* REQUIREMENT:
Every record below should be printed again exactly, with its pictures removed.

* SUPPLIED ENTRIES:
----------------
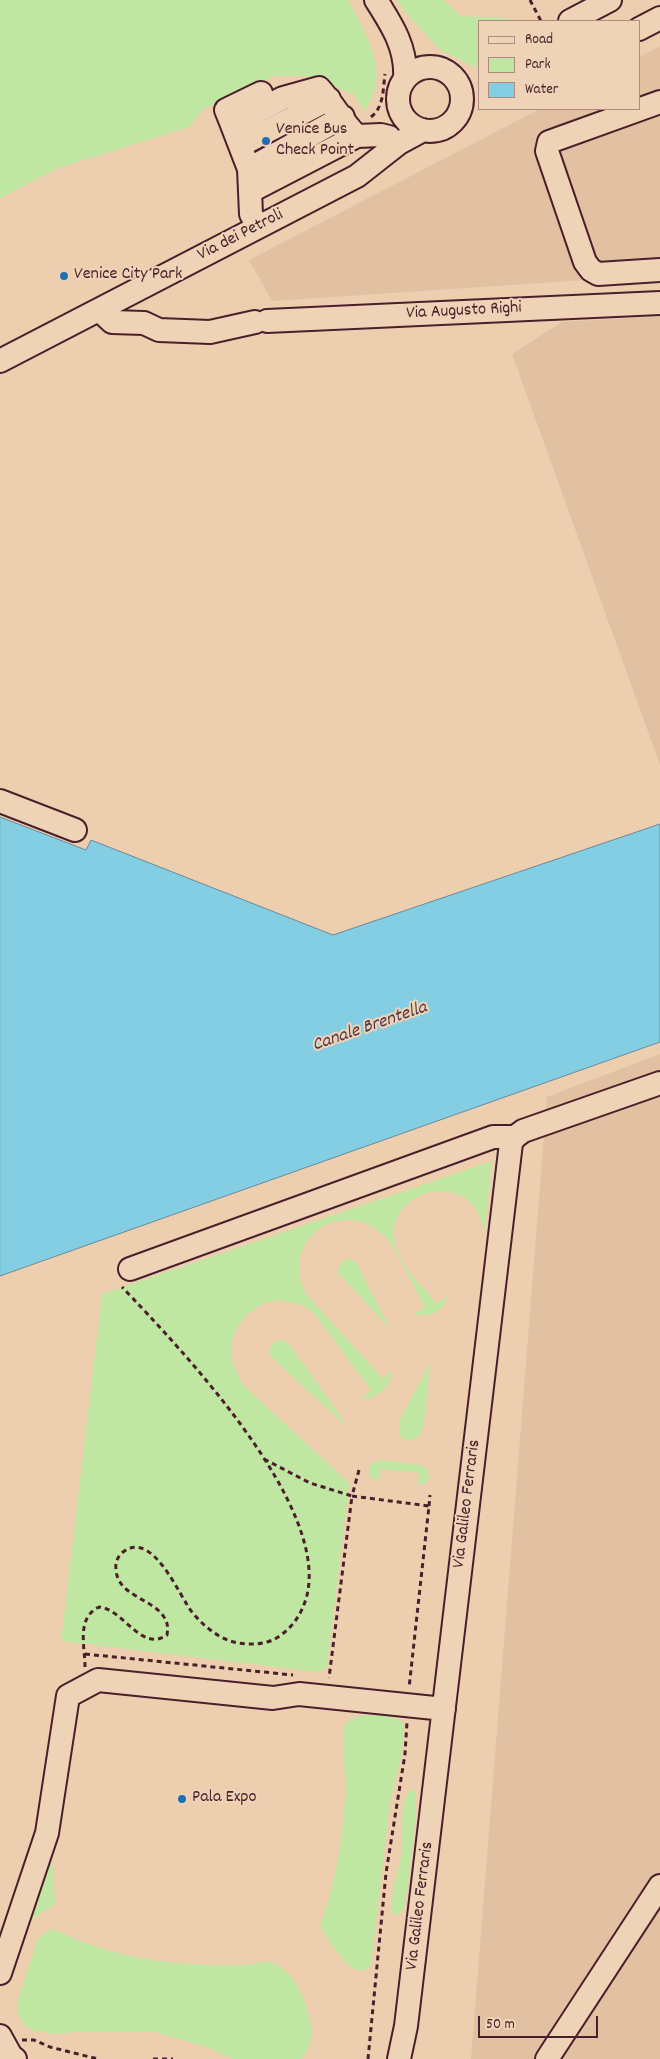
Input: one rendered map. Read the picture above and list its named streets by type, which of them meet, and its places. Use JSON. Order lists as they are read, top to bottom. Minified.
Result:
{"streets":{"street":["Via dei Petroli","Via Augusto Righi","Via Galileo Ferraris"]},"crossings":[["Via dei Petroli","Via Augusto Righi"]],"water":["Canale Brentella"],"places":["Venice Bus Check Point","Venice City Park","Pala Expo"],"legend":["Road","Park","Water"],"scale_bar":"50 m"}
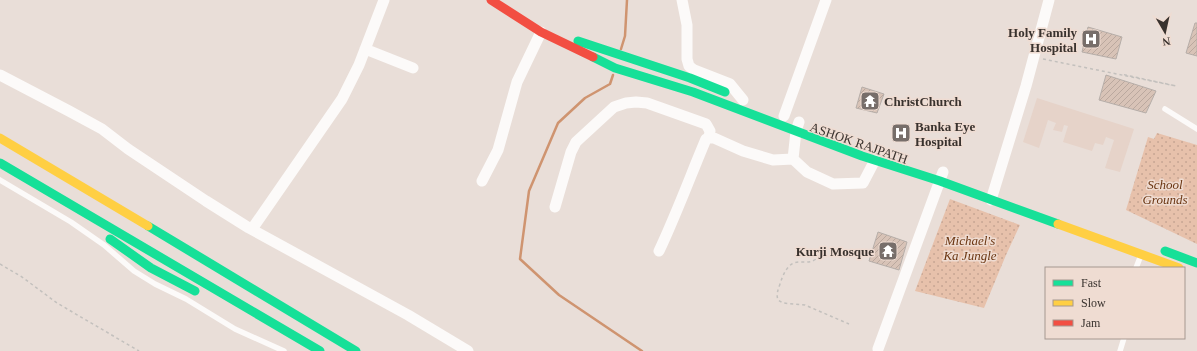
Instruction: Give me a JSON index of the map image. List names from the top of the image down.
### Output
{
  "streets": {
    "main road": ["ASHOK RAJPATH"]
  },
  "parks": ["School Grounds", "Michael's Ka Jungle"],
  "places": {
    "hospital": ["Holy Family Hospital", "Banka Eye Hospital"],
    "temple": ["ChristChurch", "Kurji Mosque"]
  },
  "legend": ["Fast", "Slow", "Jam"],
  "north": "bottom"
}
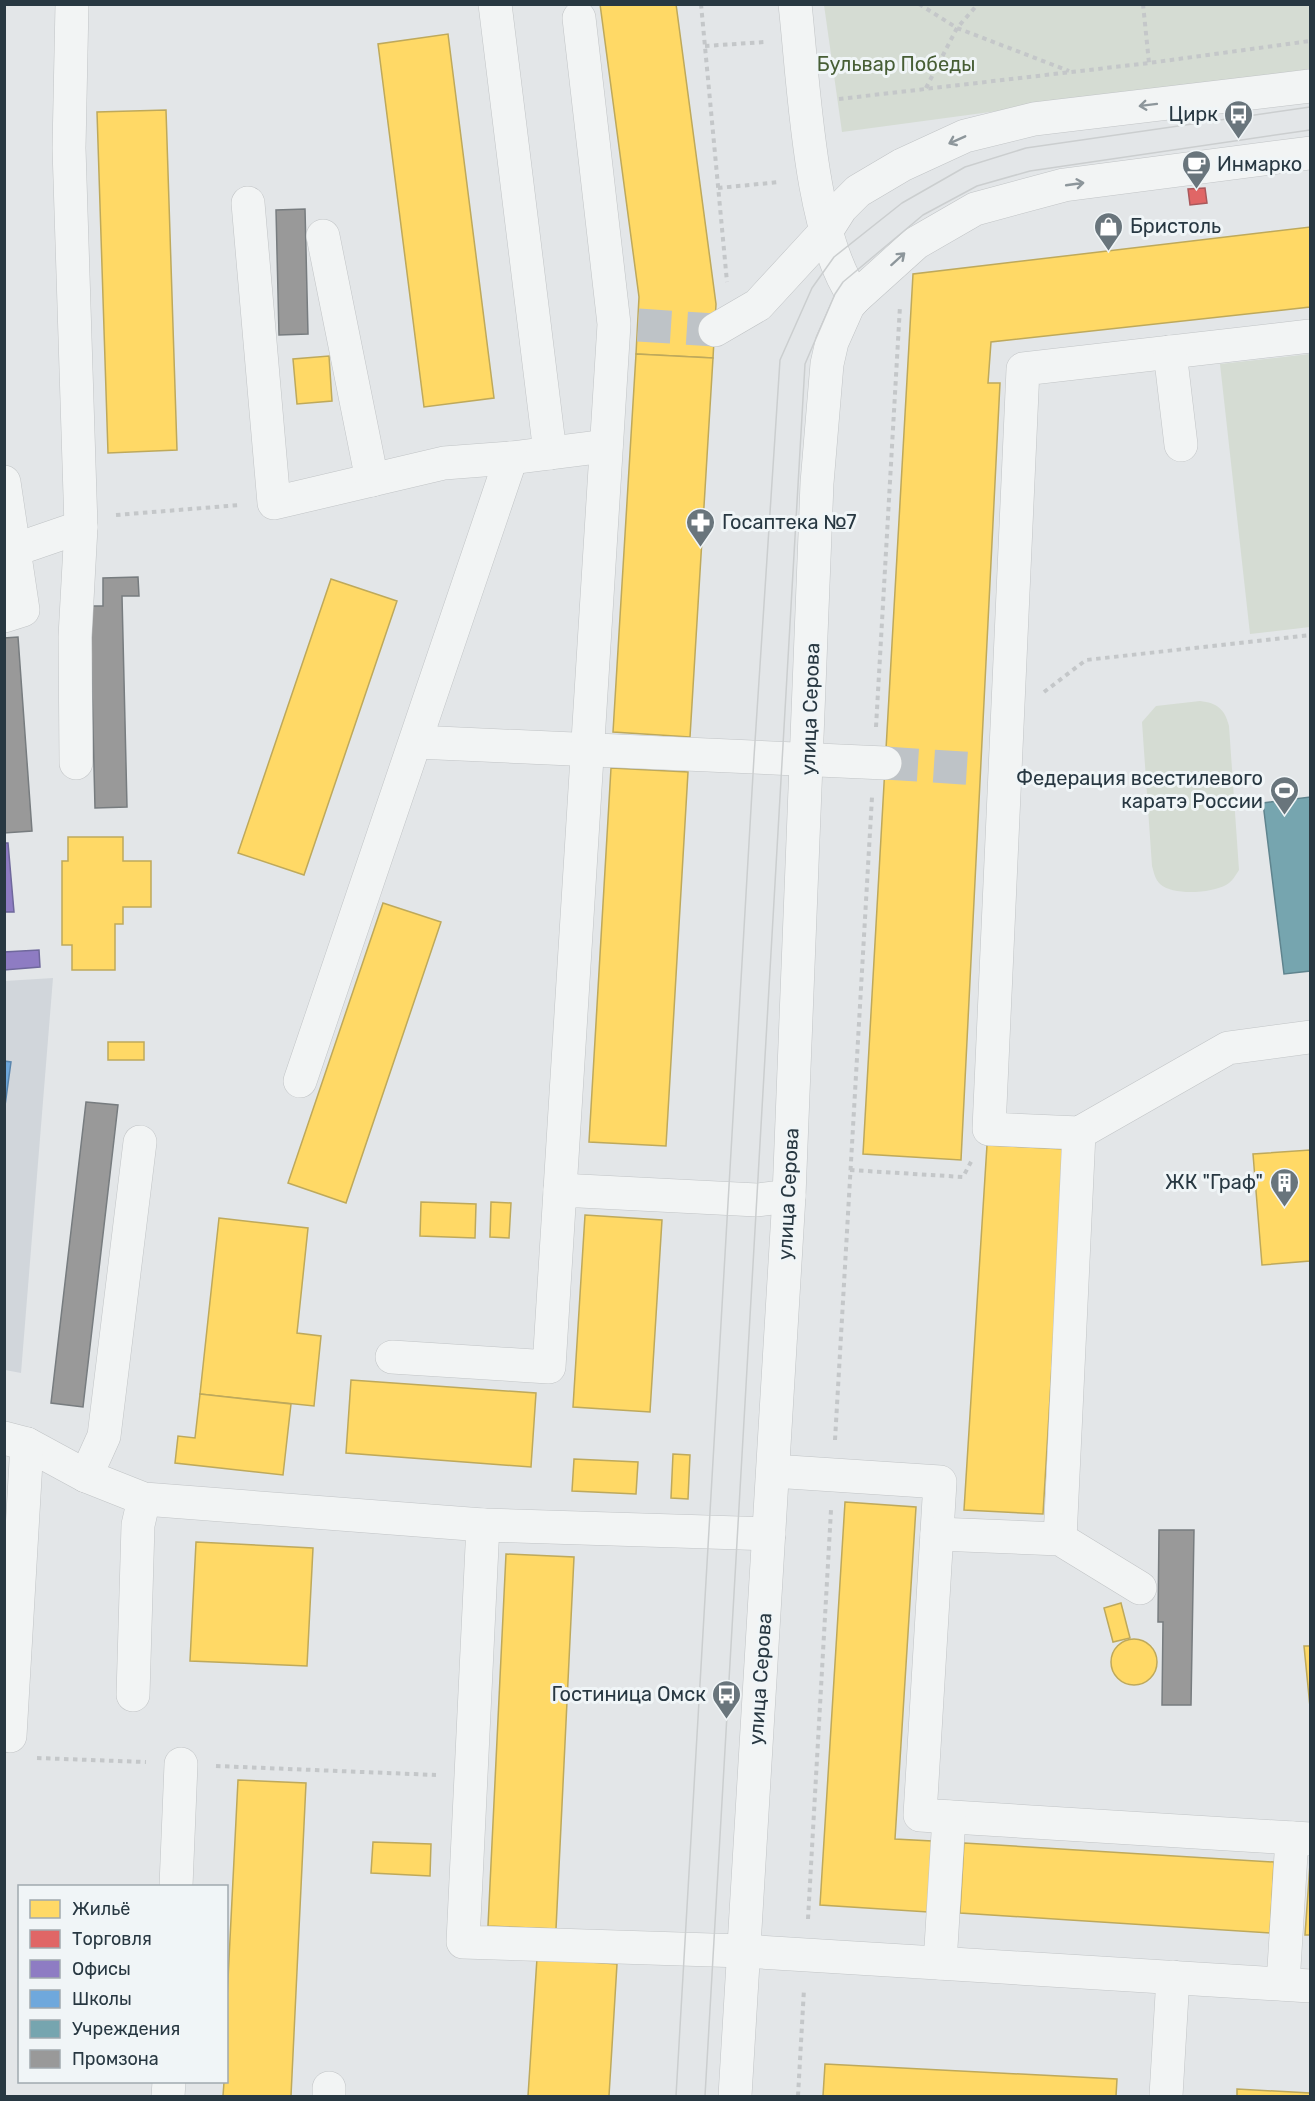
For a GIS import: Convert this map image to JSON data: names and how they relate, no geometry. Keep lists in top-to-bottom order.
{
  "streets": {
    "street": ["улица Серова"]
  },
  "parks": ["Бульвар Победы"],
  "places": {
    "bus stop": ["Цирк", "Гостиница Омск"],
    "cafe": ["Инмарко"],
    "shop": ["Бристоль"],
    "pharmacy": ["Госаптека №7"],
    "sports": ["Федерация всестилевого каратэ России"],
    "building": ["ЖК \"Граф\""]
  },
  "legend": [
    "Жильё",
    "Торговля",
    "Офисы",
    "Школы",
    "Учреждения",
    "Промзона"
  ]
}
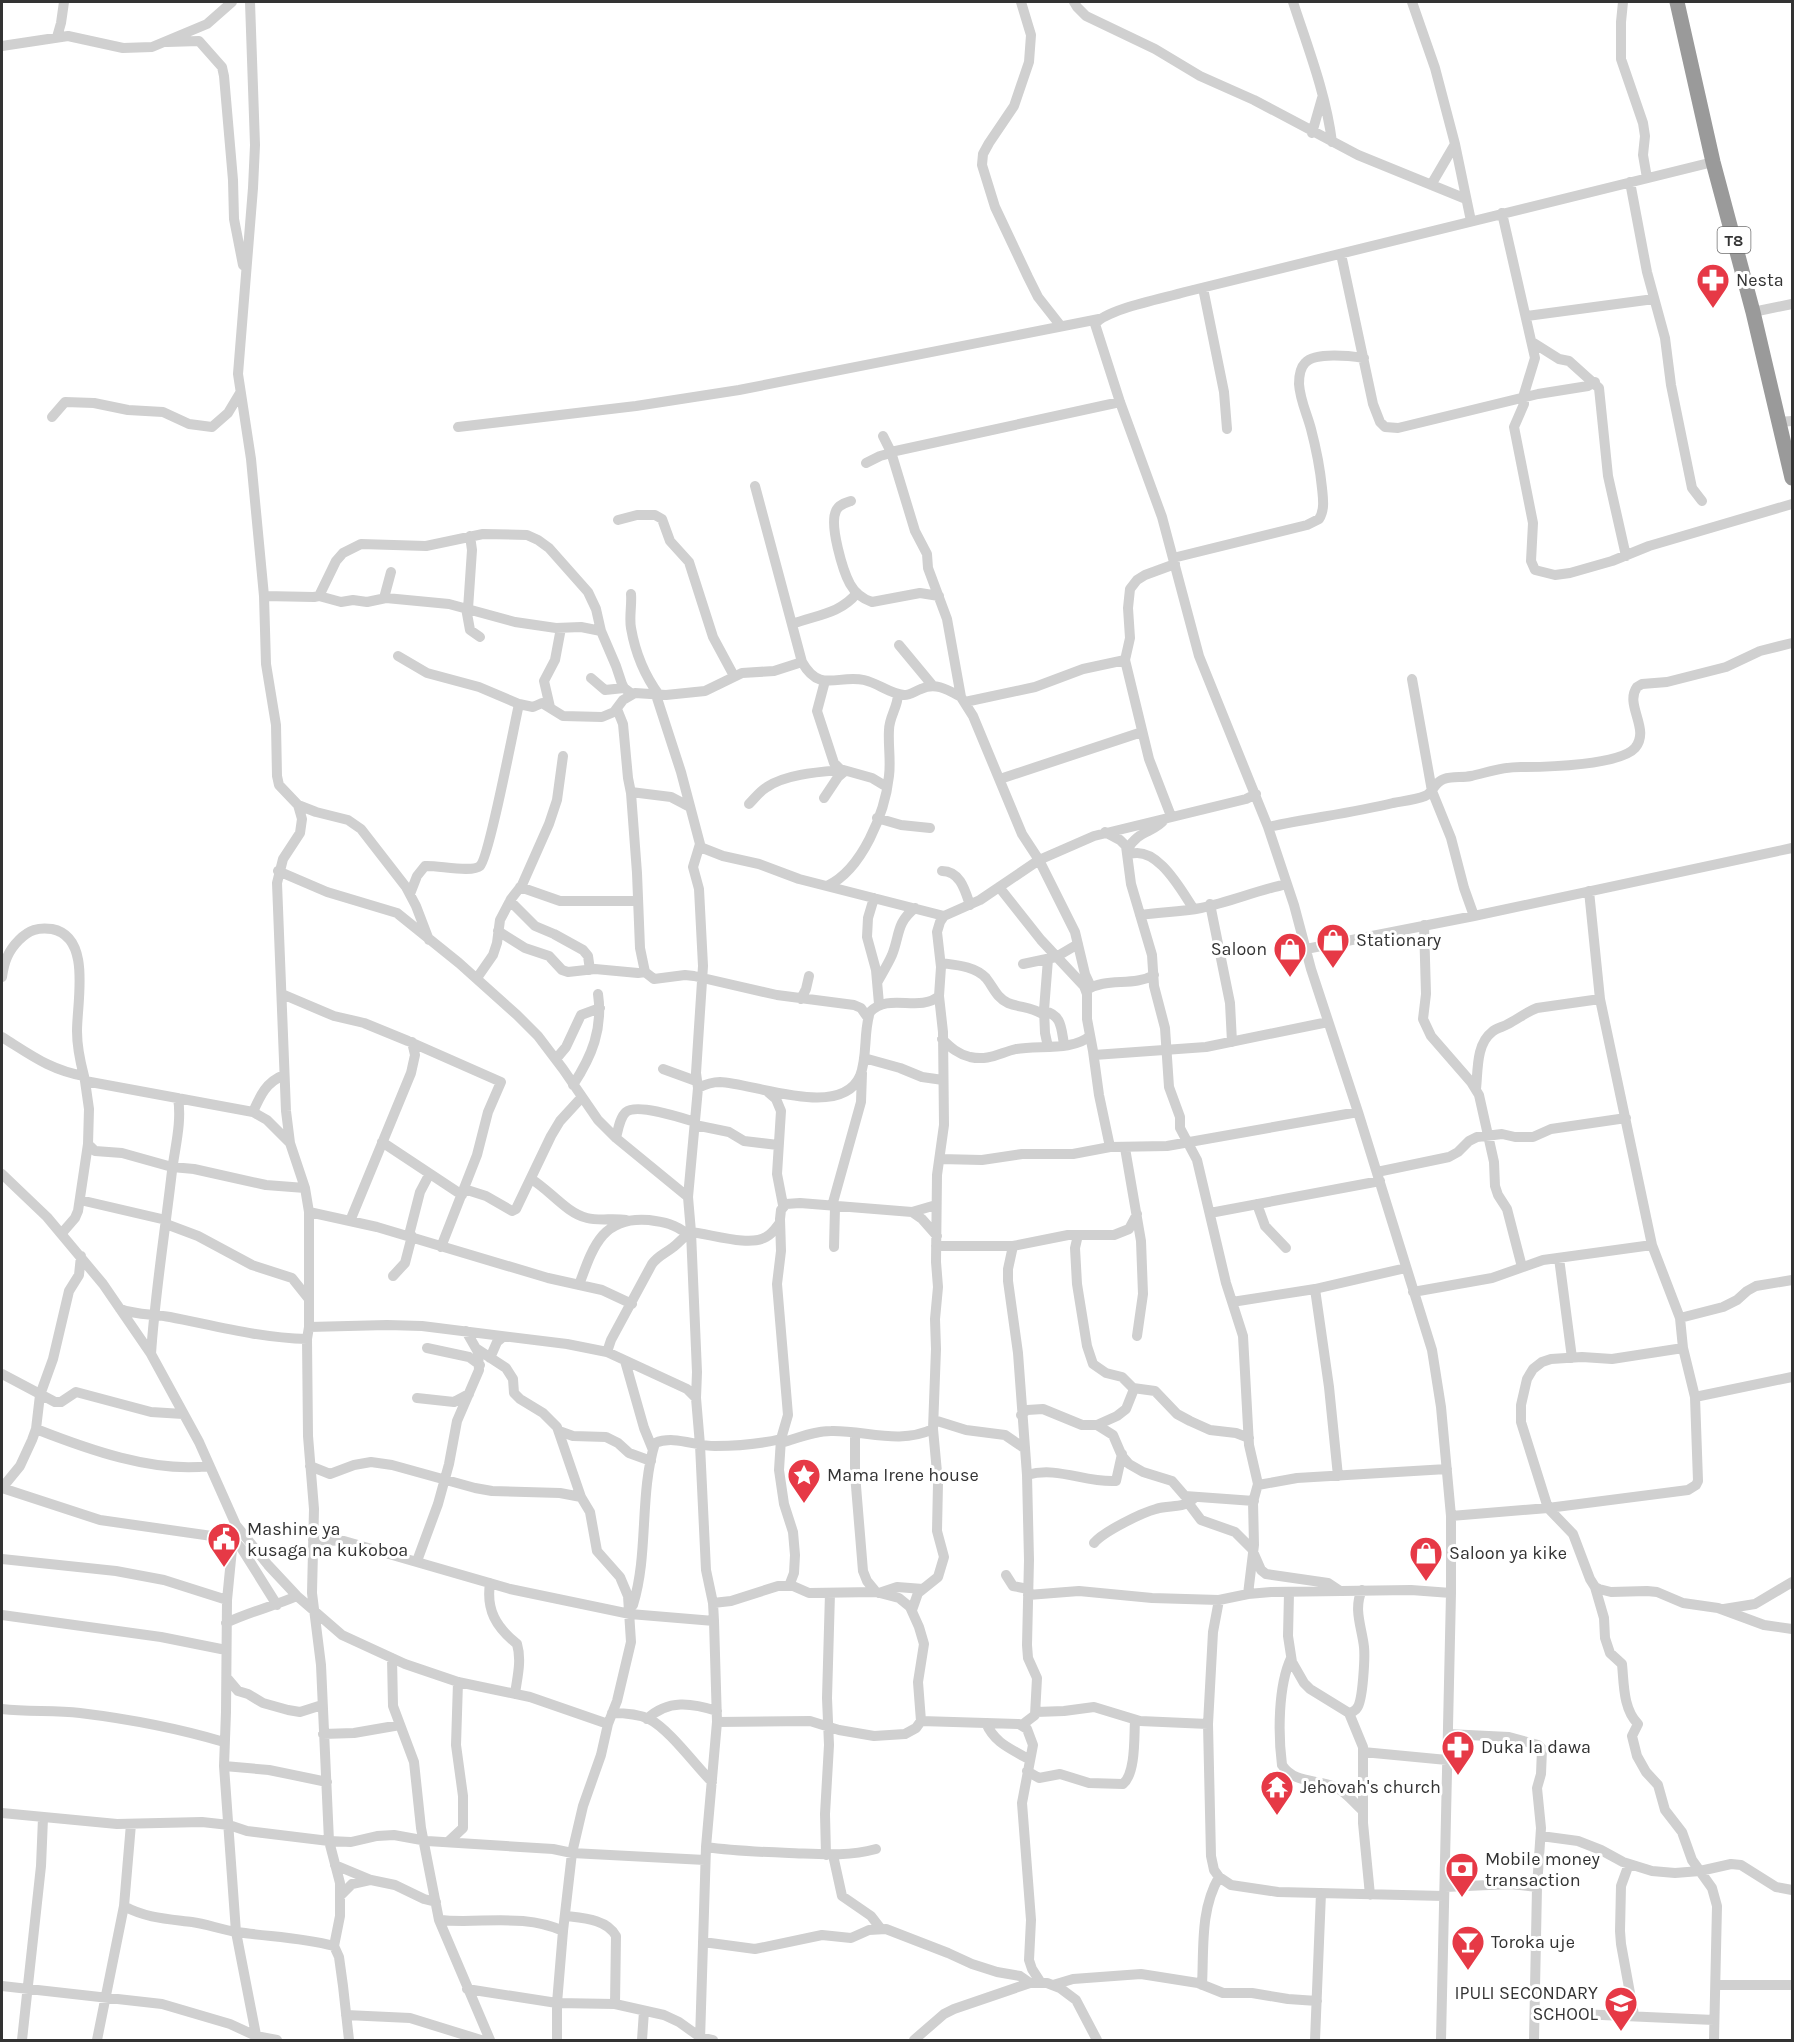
----------------
* ANSWER SPACE:
Input: one rendered map. Read the picture above and list its named streets by type, which of them meet, and its places. Use JSON. Order lists as they are read, top to bottom. Minified.
Result:
{"streets":{"street":["Via dei Petroli","Via Augusto Righi","Via Galileo Ferraris"]},"crossings":[["Via dei Petroli","Via Augusto Righi"]],"water":["Canale Brentella"],"places":["Venice Bus Check Point","Venice City Park","Pala Expo"],"legend":["Road","Park","Water"],"scale_bar":"50 m"}
Instruction: Give me a JSON index of the map image. List names from the top of the image down.
### Output
{
  "streets": {
    "main road": ["ASHOK RAJPATH"]
  },
  "parks": ["School Grounds", "Michael's Ka Jungle"],
  "places": {
    "hospital": ["Holy Family Hospital", "Banka Eye Hospital"],
    "temple": ["ChristChurch", "Kurji Mosque"]
  },
  "legend": ["Fast", "Slow", "Jam"],
  "north": "bottom"
}
For a GIS import: Convert this map image to JSON data: names and how they relate, no geometry. Keep lists in top-to-bottom order.
{
  "streets": {
    "street": ["улица Серова"]
  },
  "parks": ["Бульвар Победы"],
  "places": {
    "bus stop": ["Цирк", "Гостиница Омск"],
    "cafe": ["Инмарко"],
    "shop": ["Бристоль"],
    "pharmacy": ["Госаптека №7"],
    "sports": ["Федерация всестилевого каратэ России"],
    "building": ["ЖК \"Граф\""]
  },
  "legend": [
    "Жильё",
    "Торговля",
    "Офисы",
    "Школы",
    "Учреждения",
    "Промзона"
  ]
}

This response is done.